Tuesday, February 18, 2014

Riding the Bandwagon in the Kitschy Coo Lady Skater Dress

For many, many months I successfully resisted the urge to follow the crowd in making the Kitschy Coo Lady Skater dress, even though every member of the crowd had a very nice, flattering, simple but lovely dress to show for her efforts.

I kept thinking that surely (surely) with all the knit top and dress and skirt patterns I've got laying around here, I ought to be able to assemble the equivalent of this dress without purchasing yet another pattern. But deep in the most rational reaches of my brain, I knew it wasn't true. I wish I had the skill to combine different elements into a perfectly pleasing, yet completely simple, whole, but...well.

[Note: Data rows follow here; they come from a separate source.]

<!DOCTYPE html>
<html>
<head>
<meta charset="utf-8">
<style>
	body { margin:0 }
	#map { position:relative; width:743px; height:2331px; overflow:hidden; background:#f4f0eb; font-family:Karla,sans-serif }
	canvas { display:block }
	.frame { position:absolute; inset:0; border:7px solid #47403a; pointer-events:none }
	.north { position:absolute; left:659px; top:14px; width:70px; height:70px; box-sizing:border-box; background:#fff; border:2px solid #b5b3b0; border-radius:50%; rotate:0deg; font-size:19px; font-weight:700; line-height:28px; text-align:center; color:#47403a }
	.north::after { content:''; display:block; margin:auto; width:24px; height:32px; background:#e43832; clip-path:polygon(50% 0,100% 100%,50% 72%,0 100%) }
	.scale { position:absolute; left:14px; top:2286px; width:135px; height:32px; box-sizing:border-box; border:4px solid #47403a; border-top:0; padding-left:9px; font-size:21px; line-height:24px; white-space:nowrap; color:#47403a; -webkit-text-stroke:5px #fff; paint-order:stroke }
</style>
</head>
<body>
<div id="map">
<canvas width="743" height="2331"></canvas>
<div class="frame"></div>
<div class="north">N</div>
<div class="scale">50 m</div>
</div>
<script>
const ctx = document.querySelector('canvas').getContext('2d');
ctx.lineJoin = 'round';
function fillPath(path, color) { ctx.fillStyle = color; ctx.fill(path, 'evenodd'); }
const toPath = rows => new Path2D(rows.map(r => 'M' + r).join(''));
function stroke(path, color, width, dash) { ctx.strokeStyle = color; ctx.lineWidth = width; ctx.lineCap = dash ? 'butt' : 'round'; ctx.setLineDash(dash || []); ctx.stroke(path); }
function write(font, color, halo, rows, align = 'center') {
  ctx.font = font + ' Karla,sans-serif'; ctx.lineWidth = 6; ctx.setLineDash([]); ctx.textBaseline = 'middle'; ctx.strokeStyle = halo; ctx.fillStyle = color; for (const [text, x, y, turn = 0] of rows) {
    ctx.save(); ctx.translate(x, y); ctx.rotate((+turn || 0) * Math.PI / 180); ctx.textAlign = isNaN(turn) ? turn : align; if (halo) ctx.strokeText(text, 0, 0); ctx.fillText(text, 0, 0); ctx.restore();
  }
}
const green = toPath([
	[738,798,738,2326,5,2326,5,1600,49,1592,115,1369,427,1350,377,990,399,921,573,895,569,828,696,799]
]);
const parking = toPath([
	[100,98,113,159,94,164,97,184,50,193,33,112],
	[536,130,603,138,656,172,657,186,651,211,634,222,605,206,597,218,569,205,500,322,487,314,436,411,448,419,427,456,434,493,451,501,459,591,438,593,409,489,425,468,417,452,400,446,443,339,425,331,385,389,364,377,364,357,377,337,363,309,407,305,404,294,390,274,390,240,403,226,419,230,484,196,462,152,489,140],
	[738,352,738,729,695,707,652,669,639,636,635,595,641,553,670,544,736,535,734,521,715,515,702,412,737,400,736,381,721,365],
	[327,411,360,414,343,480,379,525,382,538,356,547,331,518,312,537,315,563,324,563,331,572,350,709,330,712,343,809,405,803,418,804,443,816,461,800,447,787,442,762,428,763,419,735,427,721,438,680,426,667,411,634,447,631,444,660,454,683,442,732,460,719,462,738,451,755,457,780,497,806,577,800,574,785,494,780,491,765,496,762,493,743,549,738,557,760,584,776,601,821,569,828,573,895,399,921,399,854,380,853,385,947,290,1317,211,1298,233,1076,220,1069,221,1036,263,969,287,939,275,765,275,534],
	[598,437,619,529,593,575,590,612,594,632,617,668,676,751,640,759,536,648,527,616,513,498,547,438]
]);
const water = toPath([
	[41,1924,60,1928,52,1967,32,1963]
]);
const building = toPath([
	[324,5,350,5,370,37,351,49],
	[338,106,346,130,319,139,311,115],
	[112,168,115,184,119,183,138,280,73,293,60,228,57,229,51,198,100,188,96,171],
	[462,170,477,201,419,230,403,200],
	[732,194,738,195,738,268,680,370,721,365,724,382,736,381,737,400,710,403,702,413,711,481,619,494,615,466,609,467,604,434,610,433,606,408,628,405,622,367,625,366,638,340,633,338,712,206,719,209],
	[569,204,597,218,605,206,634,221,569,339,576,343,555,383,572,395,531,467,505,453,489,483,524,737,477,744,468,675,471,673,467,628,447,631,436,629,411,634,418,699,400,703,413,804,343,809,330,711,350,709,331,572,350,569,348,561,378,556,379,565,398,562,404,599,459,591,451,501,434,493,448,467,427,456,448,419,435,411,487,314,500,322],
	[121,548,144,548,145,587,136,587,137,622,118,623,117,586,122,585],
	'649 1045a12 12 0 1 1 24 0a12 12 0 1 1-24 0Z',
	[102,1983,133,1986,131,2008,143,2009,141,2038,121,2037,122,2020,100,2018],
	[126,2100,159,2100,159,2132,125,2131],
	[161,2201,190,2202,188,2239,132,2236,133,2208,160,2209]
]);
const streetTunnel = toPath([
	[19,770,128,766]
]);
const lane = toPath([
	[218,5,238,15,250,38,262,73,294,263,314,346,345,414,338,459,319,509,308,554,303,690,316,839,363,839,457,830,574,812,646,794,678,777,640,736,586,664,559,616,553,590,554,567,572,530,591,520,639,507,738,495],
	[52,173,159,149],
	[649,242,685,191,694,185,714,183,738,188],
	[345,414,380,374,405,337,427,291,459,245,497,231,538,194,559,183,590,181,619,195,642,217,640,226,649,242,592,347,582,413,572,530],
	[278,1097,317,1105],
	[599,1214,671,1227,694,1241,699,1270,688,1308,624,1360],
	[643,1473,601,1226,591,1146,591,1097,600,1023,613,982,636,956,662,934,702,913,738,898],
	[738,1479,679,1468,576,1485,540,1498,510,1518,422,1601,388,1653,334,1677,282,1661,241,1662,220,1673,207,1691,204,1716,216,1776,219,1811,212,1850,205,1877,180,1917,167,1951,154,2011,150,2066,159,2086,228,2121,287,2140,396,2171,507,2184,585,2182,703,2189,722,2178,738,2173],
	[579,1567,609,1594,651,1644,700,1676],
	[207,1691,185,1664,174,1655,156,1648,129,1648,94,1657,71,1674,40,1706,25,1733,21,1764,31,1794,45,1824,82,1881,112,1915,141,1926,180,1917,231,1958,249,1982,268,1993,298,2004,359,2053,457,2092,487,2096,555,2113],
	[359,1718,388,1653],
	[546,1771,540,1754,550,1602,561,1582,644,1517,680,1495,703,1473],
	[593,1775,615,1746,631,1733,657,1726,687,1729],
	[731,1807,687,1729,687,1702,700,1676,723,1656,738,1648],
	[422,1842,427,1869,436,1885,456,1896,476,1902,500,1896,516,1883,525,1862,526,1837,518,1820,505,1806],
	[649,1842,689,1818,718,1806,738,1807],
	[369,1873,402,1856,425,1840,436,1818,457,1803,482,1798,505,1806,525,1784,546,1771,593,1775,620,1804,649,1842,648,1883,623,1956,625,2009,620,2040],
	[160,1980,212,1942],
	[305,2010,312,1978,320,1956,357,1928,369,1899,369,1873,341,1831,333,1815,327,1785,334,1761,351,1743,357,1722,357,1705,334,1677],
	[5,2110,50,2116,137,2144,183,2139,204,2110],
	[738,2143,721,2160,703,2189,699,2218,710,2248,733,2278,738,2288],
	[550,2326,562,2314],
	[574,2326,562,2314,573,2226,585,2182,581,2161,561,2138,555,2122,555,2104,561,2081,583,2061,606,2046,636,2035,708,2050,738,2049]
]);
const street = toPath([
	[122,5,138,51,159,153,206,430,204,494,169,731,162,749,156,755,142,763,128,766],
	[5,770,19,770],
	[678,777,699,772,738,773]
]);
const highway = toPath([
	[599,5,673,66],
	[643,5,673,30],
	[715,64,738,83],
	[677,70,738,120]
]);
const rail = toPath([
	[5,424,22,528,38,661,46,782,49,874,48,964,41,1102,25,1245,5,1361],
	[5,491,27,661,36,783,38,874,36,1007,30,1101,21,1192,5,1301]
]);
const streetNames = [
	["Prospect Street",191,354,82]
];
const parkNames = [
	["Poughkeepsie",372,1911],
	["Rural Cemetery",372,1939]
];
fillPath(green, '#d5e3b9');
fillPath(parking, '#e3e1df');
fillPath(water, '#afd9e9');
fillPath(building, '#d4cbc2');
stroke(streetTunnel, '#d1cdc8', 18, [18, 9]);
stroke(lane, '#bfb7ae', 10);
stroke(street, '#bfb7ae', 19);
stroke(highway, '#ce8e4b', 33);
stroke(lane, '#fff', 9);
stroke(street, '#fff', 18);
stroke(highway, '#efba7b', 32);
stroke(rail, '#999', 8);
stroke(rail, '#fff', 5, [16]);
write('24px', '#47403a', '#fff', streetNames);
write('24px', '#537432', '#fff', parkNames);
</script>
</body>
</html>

So I bought the PDF already, and I feel ironically better knowing that, yep, I couldn't have gotten the same result through my own pattern drafting efforts. Look at the way that skirt falls!


The fabric used here is a doubleknit in "deep mint" from FabricMart. It doesn't really have the 40% stretch specified by the pattern, so the bodice is a bit on the snug side, especially in the back.


I cut the size 3 in the shoulders and upper chest, tapering to size 4 for the waist and skirt. I shortened the bodice 1" total and then took an additional 5/8" swayback tuck at the center back.


This is the unaltered full-length sleeve with a narrower cuff than specified by the pattern. If you are taller than my 5'2", you may need to lengthen the sleeve, particularly if you prefer to turn up a hem rather than use a cuff.


I wore it with a corduroy jeans-style jacket for my day of substitute teaching for the eighth grade. Several girls said I looked "cute", which suggested the possibility of age inappropriateness, or else cheerful with-it-ness. I'm going to go with the latter!

Emerald Green Simplicity 1882 in Action!


The last time this dress appeared, it was hanging over a lampshade in a half-finished state. I was inspired to hem it up for Swing Into Spring, a swing dancing weekend workshop in Columbia, SC.

Now that I've danced several hours in this dress, and sat on the floor in it, and sweated all over it, and washed it gently by machine, I can say with confidence that it is a worthy addition to my wardrobe!

The polyester crepe back satin was not, as I rather feared it would be, unbearably hot, though the evening was chilly and the venue not overly packed. More investigation is needed before I sew with this fabric again, but I enjoyed working with it and I appreciate its easy-care nature. Plus it was just the color I wanted and reasonably priced at Hancock's Fabrics.


And here's another dress, Simplicity 2247, which I blogged about back in 2012, in action at the Friday night dance of the weekend.

Monday, February 3, 2014

Style Icon: Again with the Helena Bonham Carter

The new season of Project Sewn starts later today with the first challenge: style icon.

The world doesn't lack for vintage and modern celebrities with admirable personal style, but very few of them are what I would consider a "style icon": someone whose style has relevance to me. I might admire Audrey Hepburn and Lauren Hutton and Iris Apfel, but I just don't feel the least inclined to appropriate any part of their look for myself. Most of my style icons are sewing bloggers, a class of people I find a whole lot more interesting and inspiring than celebrities.

But I do love me some crazy Helena Bonham Carter, as I have written before.

Yesterday I finished a new wool tunic sweater which lends itself to some HBC interpretation:



HBC reference: messy red hair, long layers, pantaloons and laceup boots

Obscure HBC reference: lace ears
In the wild, sans ears. I couldn't wear the ears into my yard for all to see, but the outdoor photo shows the details of the pieces much better.
The tunic is a mashup of the various knit tunics and dresses I've been making lately (New Look 6700, Butterick 5203, Vogue 8699). It's made from chocolate wool jersey from FabricMart and it is accordingly warm and soft. I don't mind a bit of wool next to the skin if it's a fine jersey. The long top under the tunic is a t-shirt dress (Burda 7287) in a white modal jersey, which I then dyed to this indeterminate brownish rose color. And the bloomers were a creation from just about exactly a year ago

So this kind of wacky Bohemian style is accumulative, but with a theme. It's not "all about the mix" in the current fashion editorial parlance, but rather about assembling a lot of ruffly textures and layers with a kind of "more is more" philosophy.



The much more conventional way to wear this top, with jeans (and maybe a crazy big fabric flower).
I've found that I go through phases with my appetite for channeling Helena Bonham Carter. Sometimes responding to the attention generated by wearing ruffly bloomers feels like a little too much effort. I don't suppose HBC has this problem so much, because she is going to generate attention just by being herself and walking around in the world. But the style is extremely comfortable to wear, and the whimsical theatricality of it really does appeal to me. 

Another prospective style icon: Vivienne Westwood

She is so tall and regal, which I am not and am not likely to become, which limits her appeal as a personal style icon.